$g:\mathbb{C}\rightarrow \mathbb{C}\quad g(z) \equiv 5 \quad z=x+iy $
What is the line integral over the closed curve: $x^2+y^2=9$
Intuitively I would say I add up a bunch of (5*infitesimal) terms and I would get $2r\pi*hight\rightarrow 2*3*5\pi$
but according to Cauchy's Integral theorem it has to be 0 so some terms must be negative and since the bunch of fives cannot be then the minuses must be among the infinitesimals. Even if that's true why isn't that logic applicable to the same function but and curve only considering reals where the actual solution is $2*3*5\pi $ $f: \mathbb{R}^2\rightarrow \mathbb{R} \quad f(x,y) \equiv 5 $
Basically by giving no imaginary part to g(z)=5 I kind of described the same funtion right? (I know I'm wrong but..)
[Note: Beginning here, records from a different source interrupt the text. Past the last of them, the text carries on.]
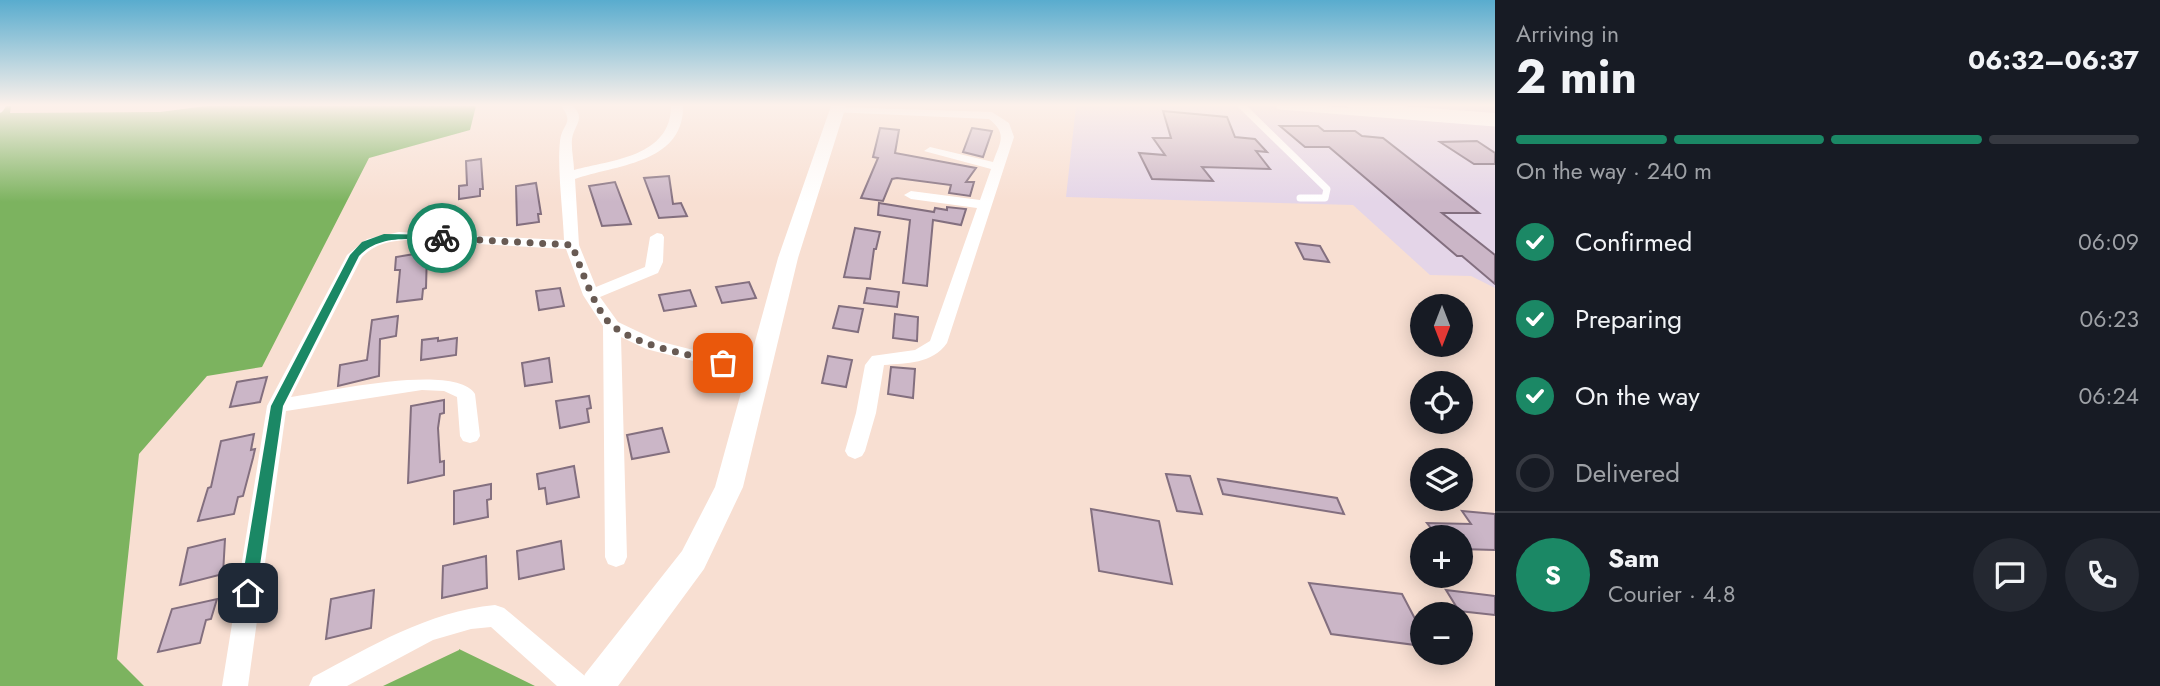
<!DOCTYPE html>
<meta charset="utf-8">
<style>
body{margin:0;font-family:Jost,sans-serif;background:#242831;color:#f1f3f6;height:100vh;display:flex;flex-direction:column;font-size:26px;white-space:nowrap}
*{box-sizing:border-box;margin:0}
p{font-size:23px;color:#9ea1a6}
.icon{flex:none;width:38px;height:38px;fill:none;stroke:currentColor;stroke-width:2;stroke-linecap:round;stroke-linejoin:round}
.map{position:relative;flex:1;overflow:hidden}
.drawer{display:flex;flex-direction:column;background:#171b24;width:665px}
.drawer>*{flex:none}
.needle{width:46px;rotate:180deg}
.buttons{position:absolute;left:1410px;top:294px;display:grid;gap:14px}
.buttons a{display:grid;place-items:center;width:63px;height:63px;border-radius:50%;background:#171b24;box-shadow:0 4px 18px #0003;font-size:35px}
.pin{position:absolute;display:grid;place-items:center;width:60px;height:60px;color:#fff;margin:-30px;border-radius:14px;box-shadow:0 4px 10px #0006}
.courier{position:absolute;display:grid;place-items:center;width:70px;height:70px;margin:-35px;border:5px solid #1b8865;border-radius:50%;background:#fff;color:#222;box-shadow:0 2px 9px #0007}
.overview em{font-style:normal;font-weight:700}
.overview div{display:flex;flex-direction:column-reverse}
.overview{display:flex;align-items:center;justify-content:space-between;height:119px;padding:0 21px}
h1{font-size:46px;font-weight:700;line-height:52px}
.bar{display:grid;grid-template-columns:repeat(4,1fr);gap:10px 7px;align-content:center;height:84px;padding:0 21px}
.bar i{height:9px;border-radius:5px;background:#363941}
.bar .selected{background:#1b8865}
.bar p{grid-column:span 4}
.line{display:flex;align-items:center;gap:18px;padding:0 21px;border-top:2px solid #363941}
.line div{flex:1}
.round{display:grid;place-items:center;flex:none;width:74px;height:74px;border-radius:37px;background:#242831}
ol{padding:0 21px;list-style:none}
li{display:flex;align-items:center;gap:21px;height:77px}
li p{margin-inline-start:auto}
li .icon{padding:7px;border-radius:50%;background:#1b8865;color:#fff;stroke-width:4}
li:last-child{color:#9ea1a6}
li i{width:38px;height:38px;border:4px solid #363941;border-radius:50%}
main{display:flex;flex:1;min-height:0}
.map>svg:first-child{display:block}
</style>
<main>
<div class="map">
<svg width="1495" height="686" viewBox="0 0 1495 686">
<rect width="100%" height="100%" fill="#f8dfd2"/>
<path fill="#e4d5e8" d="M1076 106H1495V288L1471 276 1430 275 1353 205 1066 197Z"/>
<path fill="#7cb35f" d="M0 106H11L10 113 160 112 206 106H476L470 130 369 158 262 367 207 376 139 454 117 659 144 686H0Z
M459 649 535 686H383L459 650Z"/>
<path fill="#cbb6c7" stroke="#836f7f" stroke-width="2" d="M1163 111 1227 117 1235 137 1255 139 1267 152 1256 151 1270 169 1202 167 1213 181 1152 179 1139 153 1165 155 1153 138H1171Z
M1280 126H1318L1324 131H1355L1362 136 1383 138 1479 213H1442L1495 255V284L1462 256H1457L1329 147H1305Z
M880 128 899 130 895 153 976 168 966 182H974L970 196 949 193 951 185 897 178 892 179 883 201 861 198 878 158 873 157Z
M972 128 992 131 983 157 963 152Z
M1477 141 1495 153V164H1474L1440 142Z
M481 159 483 189H480V196L459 199V186L467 185 466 161Z
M669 176 673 204 681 203 687 216 659 218 644 178Z
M615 182 631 224 602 226 589 186Z
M536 183 541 214H538L539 222 517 225 516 186Z
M879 203 934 212 935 208 947 210V207L966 209 961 225 933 220 927 286 903 283 910 220 878 215Z
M855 228 880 232 876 249H874L870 279 844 277Z
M1296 243 1320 246 1329 262 1304 259Z
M427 252 426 288 423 289 422 299 397 302 400 270H395L396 257Z
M749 282 756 298 722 303 716 287Z
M560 288 564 306 539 310 536 291Z
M867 288 899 292 897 307 864 303Z
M690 290 696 306 664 311 659 295Z
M839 306 863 309 858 332 833 328Z
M895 314 918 317 917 341 893 338Z
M398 316 396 336 380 339 379 376 338 386 340 365 367 360 372 320Z
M438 338V341L457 338 456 355 421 360 422 340Z
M828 356 852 360 846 387 822 383Z
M549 358 552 382 525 386 522 363Z
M891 367 915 369 913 398 888 394Z
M267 377 260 402 230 407 237 382Z
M589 396 591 408 587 409 589 422 560 428 556 401Z
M444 400V413L440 414 438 428 440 462 444 461V475L408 483 411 406Z
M662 428 669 452 632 459 627 435Z
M254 434 251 450 255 449 253 458 243 496 238 497 234 514 198 521 208 488 211 487 221 441Z
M574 466 579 497 547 504 545 488 539 489 537 474Z
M1166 474 1190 476 1202 514 1177 511Z
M1218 479 1337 498 1344 514 1223 494Z
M491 484V499L487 500 488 517 454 524V491Z
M1091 509 1159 521 1172 584 1099 571Z
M1462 511 1495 514V550L1461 549V537H1438L1427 523 1471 524Z
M225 539 223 574 180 585 188 548Z
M561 541 564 569 519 579 517 551Z
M486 556 487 588 442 598 443 566Z
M1309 583 1402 594 1423 634V646L1331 634Z
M374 590 371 628 326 639 331 599Z
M1446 590 1495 596V615L1459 611Z
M217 599 211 619 206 620 200 643 158 652 172 609Z"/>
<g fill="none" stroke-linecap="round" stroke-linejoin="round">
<path stroke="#fff" stroke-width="7" d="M1242 106 1327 189 1325 198H1300
M1280 106 1495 123
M0 109 2 106"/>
<path fill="#fff" fill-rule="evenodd" d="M561 106H573C586 119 574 125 572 139 571 149 574 161 574 170 611 160 671 157 671 106H683C684 164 614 165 575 179L579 245 596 287 645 267 650 237 657 233 662 234 664 237 663 262 658 273 600 297 618 322 658 341 729 359 763 373 766 377 763 381 757 383 717 367 646 349 621 337 627 557 624 564 616 567 608 564 605 557 603 326 583 295 566 249 407 240C389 241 375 244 362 257L291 397C326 392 456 362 475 394L480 436 477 441 470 443 463 441 460 436 457 397 444 391 422 390 286 411 248 686H222L267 406 347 255 367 239 399 232 564 240C563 212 557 167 560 141 562 123 575 124 561 106Z
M1346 106H1401L1495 113V121L1351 109Z
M837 107 992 112 1009 123 1014 137 947 343C932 364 907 363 884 365L876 413 865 451 862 456 855 459 848 456 845 451 856 413 865 365 872 356 915 350 930 341 977 208 911 199 904 195 911 191 980 200 991 169 924 151 930 147 993 162C1000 142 1008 134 989 119L833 112 831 110Z
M495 605 504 608 586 677 590 686H557L491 627 471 629 433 640 347 686H309L313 677C372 646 427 612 495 605Z"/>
<path fill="#fff" fill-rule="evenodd" d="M831 106H846L798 258 743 487 704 569 618 686H580L585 674 682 551 715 487 778 258Z"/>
</g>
<linearGradient id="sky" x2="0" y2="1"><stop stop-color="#59acce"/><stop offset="0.52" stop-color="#fcf1eb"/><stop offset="1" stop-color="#fcf1eb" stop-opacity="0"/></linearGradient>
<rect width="1495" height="202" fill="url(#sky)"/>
<path fill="#1b8865" d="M384 234 442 235 447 238 442 240C413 240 381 233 359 256L283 406 256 593 254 598H243L240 593 271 406 350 255 362 242Z"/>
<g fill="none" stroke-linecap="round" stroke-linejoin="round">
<path stroke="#685a53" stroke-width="7" stroke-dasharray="0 12.6" d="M442 238 572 245C580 265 596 315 614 327 644 348 688 354 723 363"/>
</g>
</svg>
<div class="buttons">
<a><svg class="needle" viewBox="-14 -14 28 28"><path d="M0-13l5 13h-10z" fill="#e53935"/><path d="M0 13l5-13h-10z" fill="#9ea1a6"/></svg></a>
<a><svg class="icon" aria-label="locate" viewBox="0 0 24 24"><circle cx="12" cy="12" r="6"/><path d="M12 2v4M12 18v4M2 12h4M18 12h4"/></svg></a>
<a><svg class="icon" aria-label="layers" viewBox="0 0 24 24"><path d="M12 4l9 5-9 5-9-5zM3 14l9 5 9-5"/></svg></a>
<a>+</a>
<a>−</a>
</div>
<div class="pin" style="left:723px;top:363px;background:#ea580c"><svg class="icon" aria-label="bag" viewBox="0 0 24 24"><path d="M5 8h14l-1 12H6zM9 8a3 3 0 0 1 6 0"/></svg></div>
<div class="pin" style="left:248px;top:593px;background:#1f2937"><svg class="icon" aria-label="home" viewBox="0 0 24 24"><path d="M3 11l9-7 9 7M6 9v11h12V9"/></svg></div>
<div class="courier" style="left:442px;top:238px"><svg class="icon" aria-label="bike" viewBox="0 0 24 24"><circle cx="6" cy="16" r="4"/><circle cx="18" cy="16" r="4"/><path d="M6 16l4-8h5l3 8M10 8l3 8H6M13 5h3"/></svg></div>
</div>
<section class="drawer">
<div class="overview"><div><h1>2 min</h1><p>Arriving in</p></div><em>06:32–06:37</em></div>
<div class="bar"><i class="selected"></i><i class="selected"></i><i class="selected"></i><i></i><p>On the way · 240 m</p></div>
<ol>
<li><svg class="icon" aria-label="check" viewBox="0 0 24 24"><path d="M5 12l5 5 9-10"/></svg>Confirmed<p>06:09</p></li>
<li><svg class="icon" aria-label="check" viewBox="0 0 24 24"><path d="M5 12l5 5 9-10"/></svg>Preparing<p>06:23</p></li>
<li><svg class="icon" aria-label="check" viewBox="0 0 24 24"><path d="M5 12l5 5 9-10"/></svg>On the way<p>06:24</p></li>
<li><i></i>Delivered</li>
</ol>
<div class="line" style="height:126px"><b class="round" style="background:#1b8865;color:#fff">S</b><div><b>Sam</b><p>Courier · 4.8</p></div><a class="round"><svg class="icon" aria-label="chat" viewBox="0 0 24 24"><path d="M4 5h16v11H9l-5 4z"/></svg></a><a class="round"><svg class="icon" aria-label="phone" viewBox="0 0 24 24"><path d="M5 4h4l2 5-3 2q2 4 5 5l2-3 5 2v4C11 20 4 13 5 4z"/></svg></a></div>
</section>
</main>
Is it because of the $i$-s getting realised as minus sign?
Where are the minus signs coming from?
$\oint 5 dr\\ r = 3\cos t + i \sin t\\ dr = -3 \sin t + i \cos t\\ \int_0^{2\pi} -15 \sin t + 15i \cos t dt$
Now rather than mechanically integrate this and getting $0.$ Lets think about what is going on.
Half of your infinitessimals have a real compontent that is moving from left to right, and half have a real component that is moving right to left. And simillarly for the imaginary component half are in the $+i$ direction and half are in the $-i$ direction.
Does this help?